● Problem details
The lines needed are those below that contain the word "casing"; copy each one.
****
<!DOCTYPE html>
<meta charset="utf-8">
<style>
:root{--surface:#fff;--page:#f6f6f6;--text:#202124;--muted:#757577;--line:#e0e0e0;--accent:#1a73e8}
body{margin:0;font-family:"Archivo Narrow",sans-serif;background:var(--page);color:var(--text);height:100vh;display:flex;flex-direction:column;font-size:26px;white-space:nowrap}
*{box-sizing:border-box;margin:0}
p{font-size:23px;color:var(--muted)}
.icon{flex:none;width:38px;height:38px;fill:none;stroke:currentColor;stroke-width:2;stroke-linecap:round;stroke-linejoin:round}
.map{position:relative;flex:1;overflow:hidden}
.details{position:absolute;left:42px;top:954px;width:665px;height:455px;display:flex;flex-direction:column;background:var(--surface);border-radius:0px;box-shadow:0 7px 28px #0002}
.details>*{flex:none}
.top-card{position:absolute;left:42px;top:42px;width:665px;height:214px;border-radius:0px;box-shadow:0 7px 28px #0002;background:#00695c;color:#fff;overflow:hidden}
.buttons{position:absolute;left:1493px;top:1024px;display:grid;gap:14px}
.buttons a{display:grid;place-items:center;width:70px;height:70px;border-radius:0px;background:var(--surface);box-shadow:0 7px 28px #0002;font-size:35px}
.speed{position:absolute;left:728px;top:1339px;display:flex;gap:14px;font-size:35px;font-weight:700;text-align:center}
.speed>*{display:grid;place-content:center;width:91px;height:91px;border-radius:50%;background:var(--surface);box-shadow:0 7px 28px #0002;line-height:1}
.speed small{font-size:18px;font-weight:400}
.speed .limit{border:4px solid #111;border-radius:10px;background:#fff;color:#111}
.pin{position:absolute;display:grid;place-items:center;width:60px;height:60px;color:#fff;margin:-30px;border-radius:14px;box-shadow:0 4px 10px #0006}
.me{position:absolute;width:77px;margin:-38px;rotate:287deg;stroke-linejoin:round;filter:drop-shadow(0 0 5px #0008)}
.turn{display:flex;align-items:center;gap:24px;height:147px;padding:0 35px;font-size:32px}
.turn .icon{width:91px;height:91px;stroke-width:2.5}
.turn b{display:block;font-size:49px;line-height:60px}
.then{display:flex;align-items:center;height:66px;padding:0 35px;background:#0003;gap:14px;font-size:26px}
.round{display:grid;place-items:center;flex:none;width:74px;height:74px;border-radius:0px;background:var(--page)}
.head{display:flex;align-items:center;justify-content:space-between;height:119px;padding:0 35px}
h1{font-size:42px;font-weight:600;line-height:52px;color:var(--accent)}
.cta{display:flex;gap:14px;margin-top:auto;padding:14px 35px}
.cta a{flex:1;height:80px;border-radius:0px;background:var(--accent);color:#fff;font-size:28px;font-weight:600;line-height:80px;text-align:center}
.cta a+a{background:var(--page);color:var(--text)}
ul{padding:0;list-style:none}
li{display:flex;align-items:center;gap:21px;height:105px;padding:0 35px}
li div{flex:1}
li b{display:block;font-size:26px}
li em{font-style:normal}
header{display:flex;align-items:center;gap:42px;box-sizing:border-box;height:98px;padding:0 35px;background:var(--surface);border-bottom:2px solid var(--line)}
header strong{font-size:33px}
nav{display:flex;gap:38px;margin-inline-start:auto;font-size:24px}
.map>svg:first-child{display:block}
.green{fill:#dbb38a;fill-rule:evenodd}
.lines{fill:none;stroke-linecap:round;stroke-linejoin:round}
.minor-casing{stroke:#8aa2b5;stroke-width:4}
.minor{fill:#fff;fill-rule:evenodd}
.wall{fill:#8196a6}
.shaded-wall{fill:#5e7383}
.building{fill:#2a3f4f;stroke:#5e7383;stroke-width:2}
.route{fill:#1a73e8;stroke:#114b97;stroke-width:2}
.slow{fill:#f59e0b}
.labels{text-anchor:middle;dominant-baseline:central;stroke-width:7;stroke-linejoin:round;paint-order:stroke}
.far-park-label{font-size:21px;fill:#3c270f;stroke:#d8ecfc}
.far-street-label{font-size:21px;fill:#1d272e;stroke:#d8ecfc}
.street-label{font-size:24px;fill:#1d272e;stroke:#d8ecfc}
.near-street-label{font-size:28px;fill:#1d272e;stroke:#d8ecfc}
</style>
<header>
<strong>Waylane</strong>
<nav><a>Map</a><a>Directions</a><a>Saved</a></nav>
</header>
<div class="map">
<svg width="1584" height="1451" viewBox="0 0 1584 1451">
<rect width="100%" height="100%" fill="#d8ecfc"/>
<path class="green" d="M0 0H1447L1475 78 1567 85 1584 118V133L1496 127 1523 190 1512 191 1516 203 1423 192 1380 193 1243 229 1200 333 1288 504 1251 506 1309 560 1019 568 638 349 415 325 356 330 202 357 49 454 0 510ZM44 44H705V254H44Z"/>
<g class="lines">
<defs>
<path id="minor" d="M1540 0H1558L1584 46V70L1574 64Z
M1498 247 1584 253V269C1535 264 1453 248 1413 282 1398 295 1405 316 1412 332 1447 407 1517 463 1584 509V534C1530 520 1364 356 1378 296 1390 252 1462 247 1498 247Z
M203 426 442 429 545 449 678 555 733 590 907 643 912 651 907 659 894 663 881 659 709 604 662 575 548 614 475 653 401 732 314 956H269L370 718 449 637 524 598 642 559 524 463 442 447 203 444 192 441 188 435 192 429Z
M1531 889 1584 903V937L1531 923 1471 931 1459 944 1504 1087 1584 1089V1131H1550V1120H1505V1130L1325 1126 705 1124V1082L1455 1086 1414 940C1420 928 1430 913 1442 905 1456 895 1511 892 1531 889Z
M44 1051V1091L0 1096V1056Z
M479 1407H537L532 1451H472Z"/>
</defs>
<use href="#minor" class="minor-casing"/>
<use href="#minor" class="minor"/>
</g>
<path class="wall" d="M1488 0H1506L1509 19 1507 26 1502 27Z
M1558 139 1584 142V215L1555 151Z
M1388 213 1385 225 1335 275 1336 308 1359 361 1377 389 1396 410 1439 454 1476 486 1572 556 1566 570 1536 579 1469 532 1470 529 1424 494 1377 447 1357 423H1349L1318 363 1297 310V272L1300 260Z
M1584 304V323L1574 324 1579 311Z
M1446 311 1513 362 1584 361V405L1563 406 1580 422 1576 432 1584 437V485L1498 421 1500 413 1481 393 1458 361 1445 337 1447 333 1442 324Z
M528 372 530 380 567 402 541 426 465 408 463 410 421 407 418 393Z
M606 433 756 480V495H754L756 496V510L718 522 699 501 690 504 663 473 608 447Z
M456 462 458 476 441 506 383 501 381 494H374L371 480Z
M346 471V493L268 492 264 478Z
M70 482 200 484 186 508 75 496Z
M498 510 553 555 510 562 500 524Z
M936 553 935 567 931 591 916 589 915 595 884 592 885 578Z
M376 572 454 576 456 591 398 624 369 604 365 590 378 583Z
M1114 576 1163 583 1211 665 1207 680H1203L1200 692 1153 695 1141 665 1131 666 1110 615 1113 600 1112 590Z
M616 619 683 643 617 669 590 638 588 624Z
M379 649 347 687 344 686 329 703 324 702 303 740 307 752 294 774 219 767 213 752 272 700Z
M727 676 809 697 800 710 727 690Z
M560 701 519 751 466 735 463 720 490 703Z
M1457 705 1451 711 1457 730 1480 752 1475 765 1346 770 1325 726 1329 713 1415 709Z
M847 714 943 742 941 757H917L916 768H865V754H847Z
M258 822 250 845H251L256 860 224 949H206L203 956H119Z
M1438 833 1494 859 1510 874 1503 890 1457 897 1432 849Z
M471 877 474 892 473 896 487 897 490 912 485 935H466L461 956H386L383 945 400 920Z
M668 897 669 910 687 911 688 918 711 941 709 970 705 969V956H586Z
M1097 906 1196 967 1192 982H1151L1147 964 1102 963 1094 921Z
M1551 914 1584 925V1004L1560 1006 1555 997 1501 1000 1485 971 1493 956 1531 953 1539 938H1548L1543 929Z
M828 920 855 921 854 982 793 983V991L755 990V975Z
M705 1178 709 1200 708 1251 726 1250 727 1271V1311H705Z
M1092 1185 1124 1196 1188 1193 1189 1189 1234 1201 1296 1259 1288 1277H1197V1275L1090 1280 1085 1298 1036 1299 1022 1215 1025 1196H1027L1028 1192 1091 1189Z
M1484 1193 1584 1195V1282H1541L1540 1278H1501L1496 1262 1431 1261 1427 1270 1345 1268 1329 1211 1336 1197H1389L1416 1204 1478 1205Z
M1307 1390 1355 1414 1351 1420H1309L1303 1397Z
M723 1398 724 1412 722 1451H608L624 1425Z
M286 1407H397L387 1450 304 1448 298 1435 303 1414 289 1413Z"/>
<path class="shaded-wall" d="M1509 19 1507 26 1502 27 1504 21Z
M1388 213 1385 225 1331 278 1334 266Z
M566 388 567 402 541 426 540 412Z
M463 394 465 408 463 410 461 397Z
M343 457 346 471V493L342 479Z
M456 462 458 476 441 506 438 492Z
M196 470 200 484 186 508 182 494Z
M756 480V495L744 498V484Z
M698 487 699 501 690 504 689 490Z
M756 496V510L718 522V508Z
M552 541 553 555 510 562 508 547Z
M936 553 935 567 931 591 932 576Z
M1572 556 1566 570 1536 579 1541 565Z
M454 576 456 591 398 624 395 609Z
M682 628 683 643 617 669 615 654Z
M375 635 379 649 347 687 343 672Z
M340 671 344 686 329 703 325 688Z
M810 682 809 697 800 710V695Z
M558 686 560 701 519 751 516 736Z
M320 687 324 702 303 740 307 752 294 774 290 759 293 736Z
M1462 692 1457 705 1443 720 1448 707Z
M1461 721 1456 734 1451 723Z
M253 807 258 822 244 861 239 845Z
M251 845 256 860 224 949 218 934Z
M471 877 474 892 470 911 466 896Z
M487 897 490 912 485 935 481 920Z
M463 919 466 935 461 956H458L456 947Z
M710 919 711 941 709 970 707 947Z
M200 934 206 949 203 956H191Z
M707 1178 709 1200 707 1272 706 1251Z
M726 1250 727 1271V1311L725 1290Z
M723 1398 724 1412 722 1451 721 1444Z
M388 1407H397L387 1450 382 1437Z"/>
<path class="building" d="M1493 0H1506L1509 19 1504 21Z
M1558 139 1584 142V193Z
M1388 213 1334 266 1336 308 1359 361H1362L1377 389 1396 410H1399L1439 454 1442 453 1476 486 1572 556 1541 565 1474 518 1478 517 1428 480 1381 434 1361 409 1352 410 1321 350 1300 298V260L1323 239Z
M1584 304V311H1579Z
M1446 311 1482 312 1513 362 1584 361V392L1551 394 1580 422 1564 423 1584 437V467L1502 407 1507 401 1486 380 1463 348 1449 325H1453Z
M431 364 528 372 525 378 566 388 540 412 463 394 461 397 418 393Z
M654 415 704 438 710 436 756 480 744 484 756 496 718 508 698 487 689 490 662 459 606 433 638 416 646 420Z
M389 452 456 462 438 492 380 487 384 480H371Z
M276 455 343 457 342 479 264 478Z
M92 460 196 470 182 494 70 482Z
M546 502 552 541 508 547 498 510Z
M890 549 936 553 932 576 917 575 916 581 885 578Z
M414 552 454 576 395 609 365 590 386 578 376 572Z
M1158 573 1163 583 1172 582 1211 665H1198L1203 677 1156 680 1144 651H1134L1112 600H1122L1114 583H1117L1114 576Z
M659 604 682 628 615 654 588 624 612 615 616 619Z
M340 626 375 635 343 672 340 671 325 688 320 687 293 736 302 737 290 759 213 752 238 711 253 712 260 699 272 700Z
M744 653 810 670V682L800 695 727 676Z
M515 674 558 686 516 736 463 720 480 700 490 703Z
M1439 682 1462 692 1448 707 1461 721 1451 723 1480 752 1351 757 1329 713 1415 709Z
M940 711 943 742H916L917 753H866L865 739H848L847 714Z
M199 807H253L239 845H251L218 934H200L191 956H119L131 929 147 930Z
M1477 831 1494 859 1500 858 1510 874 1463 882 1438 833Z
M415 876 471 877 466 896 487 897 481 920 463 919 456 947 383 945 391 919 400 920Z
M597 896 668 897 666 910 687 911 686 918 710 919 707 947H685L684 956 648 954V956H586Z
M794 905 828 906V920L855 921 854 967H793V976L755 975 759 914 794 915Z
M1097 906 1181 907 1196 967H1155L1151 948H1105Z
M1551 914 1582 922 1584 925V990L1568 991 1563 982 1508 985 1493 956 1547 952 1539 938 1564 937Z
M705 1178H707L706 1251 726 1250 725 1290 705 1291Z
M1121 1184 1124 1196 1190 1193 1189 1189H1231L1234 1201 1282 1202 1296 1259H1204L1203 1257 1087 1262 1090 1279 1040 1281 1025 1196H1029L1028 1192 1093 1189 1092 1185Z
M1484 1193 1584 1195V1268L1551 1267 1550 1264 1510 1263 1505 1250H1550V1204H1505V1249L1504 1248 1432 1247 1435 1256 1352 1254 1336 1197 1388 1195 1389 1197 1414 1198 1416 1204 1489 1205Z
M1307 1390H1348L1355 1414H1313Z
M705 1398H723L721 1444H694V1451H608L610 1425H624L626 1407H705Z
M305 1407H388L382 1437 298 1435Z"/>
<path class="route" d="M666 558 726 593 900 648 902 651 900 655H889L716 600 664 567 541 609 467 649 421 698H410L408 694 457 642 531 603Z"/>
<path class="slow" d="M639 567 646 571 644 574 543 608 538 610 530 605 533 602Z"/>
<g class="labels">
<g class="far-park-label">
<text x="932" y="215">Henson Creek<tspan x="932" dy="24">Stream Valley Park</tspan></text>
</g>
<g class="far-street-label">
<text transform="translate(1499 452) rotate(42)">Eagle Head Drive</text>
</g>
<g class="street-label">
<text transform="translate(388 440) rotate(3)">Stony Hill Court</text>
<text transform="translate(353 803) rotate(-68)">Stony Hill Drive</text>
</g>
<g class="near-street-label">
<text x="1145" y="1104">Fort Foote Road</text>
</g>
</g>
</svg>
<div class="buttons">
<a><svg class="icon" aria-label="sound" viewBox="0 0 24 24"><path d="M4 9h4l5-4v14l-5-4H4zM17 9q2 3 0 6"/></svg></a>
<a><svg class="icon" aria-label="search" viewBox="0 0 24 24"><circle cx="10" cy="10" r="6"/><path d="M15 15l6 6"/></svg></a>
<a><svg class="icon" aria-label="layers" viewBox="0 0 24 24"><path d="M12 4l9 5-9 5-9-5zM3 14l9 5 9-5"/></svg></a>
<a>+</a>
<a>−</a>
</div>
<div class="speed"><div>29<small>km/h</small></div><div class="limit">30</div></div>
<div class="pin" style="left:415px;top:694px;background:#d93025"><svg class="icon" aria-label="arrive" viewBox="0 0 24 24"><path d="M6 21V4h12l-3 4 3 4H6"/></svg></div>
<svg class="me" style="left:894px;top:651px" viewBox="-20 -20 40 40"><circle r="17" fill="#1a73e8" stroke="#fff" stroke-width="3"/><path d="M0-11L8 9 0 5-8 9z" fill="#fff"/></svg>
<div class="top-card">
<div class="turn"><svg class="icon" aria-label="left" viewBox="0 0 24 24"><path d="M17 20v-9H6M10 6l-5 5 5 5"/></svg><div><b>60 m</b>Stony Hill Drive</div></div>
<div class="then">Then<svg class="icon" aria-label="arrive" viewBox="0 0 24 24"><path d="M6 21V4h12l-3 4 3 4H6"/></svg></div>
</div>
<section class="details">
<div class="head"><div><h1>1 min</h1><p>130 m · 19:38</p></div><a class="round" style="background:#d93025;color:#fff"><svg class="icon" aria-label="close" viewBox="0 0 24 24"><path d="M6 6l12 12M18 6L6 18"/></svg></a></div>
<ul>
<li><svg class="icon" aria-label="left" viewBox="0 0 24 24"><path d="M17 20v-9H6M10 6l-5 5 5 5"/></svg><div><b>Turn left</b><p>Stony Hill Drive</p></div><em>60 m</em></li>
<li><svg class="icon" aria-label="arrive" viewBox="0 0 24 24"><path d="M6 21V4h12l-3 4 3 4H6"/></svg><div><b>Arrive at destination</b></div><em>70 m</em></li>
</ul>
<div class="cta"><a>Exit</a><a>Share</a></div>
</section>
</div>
****
● Written answer
.minor-casing{stroke:#8aa2b5;stroke-width:4}
<use href="#minor" class="minor-casing"/>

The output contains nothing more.